*** Opening Data for this task ***
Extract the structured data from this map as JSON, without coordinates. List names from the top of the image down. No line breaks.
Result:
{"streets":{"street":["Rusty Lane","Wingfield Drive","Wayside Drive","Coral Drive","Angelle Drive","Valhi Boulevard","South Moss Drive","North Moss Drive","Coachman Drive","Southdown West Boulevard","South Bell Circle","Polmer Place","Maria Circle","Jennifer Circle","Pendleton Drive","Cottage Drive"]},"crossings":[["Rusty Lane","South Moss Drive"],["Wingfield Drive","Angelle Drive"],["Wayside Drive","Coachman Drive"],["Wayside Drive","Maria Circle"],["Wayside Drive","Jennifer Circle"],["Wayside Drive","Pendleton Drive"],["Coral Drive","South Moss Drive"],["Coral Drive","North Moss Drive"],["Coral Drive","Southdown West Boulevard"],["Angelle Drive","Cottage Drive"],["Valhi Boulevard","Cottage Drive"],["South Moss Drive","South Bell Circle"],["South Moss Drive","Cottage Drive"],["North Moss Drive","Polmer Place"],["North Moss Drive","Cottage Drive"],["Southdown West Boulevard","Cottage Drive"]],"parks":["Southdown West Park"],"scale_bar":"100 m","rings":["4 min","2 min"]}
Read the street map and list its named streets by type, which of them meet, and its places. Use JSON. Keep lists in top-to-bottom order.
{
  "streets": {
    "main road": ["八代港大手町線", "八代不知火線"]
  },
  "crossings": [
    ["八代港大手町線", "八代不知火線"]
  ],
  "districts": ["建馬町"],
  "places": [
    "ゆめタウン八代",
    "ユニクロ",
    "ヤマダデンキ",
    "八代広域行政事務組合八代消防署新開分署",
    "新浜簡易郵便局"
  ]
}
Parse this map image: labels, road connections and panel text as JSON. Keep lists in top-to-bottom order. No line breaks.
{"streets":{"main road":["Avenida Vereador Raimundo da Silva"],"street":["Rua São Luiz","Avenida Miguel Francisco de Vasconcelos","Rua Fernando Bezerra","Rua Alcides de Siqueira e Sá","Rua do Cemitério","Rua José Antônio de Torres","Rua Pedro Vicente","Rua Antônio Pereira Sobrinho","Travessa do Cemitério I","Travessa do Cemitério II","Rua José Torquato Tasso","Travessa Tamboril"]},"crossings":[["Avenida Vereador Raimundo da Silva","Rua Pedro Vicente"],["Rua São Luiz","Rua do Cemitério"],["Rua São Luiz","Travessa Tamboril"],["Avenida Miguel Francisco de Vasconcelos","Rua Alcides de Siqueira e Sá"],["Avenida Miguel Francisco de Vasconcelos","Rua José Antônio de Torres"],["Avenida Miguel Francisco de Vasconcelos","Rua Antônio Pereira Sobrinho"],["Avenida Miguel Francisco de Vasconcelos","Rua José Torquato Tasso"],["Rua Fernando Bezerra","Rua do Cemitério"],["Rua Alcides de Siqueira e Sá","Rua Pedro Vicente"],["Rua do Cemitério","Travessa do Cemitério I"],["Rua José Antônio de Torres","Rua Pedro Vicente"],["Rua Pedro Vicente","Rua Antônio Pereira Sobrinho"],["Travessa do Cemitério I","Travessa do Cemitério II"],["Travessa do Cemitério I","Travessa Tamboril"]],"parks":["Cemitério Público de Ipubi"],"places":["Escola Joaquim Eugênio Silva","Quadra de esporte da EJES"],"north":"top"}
*** Closing Data for this task ***
• _Exercise prompt_
Retype every entry above, word for word.

• _Answer space_
Extract the structured data from this map as JSON, without coordinates. List names from the top of the image down. No line breaks.
Result:
{"streets":{"street":["Rusty Lane","Wingfield Drive","Wayside Drive","Coral Drive","Angelle Drive","Valhi Boulevard","South Moss Drive","North Moss Drive","Coachman Drive","Southdown West Boulevard","South Bell Circle","Polmer Place","Maria Circle","Jennifer Circle","Pendleton Drive","Cottage Drive"]},"crossings":[["Rusty Lane","South Moss Drive"],["Wingfield Drive","Angelle Drive"],["Wayside Drive","Coachman Drive"],["Wayside Drive","Maria Circle"],["Wayside Drive","Jennifer Circle"],["Wayside Drive","Pendleton Drive"],["Coral Drive","South Moss Drive"],["Coral Drive","North Moss Drive"],["Coral Drive","Southdown West Boulevard"],["Angelle Drive","Cottage Drive"],["Valhi Boulevard","Cottage Drive"],["South Moss Drive","South Bell Circle"],["South Moss Drive","Cottage Drive"],["North Moss Drive","Polmer Place"],["North Moss Drive","Cottage Drive"],["Southdown West Boulevard","Cottage Drive"]],"parks":["Southdown West Park"],"scale_bar":"100 m","rings":["4 min","2 min"]}
Read the street map and list its named streets by type, which of them meet, and its places. Use JSON. Keep lists in top-to-bottom order.
{
  "streets": {
    "main road": ["八代港大手町線", "八代不知火線"]
  },
  "crossings": [
    ["八代港大手町線", "八代不知火線"]
  ],
  "districts": ["建馬町"],
  "places": [
    "ゆめタウン八代",
    "ユニクロ",
    "ヤマダデンキ",
    "八代広域行政事務組合八代消防署新開分署",
    "新浜簡易郵便局"
  ]
}
Parse this map image: labels, road connections and panel text as JSON. Keep lists in top-to-bottom order. No line breaks.
{"streets":{"main road":["Avenida Vereador Raimundo da Silva"],"street":["Rua São Luiz","Avenida Miguel Francisco de Vasconcelos","Rua Fernando Bezerra","Rua Alcides de Siqueira e Sá","Rua do Cemitério","Rua José Antônio de Torres","Rua Pedro Vicente","Rua Antônio Pereira Sobrinho","Travessa do Cemitério I","Travessa do Cemitério II","Rua José Torquato Tasso","Travessa Tamboril"]},"crossings":[["Avenida Vereador Raimundo da Silva","Rua Pedro Vicente"],["Rua São Luiz","Rua do Cemitério"],["Rua São Luiz","Travessa Tamboril"],["Avenida Miguel Francisco de Vasconcelos","Rua Alcides de Siqueira e Sá"],["Avenida Miguel Francisco de Vasconcelos","Rua José Antônio de Torres"],["Avenida Miguel Francisco de Vasconcelos","Rua Antônio Pereira Sobrinho"],["Avenida Miguel Francisco de Vasconcelos","Rua José Torquato Tasso"],["Rua Fernando Bezerra","Rua do Cemitério"],["Rua Alcides de Siqueira e Sá","Rua Pedro Vicente"],["Rua do Cemitério","Travessa do Cemitério I"],["Rua José Antônio de Torres","Rua Pedro Vicente"],["Rua Pedro Vicente","Rua Antônio Pereira Sobrinho"],["Travessa do Cemitério I","Travessa do Cemitério II"],["Travessa do Cemitério I","Travessa Tamboril"]],"parks":["Cemitério Público de Ipubi"],"places":["Escola Joaquim Eugênio Silva","Quadra de esporte da EJES"],"north":"top"}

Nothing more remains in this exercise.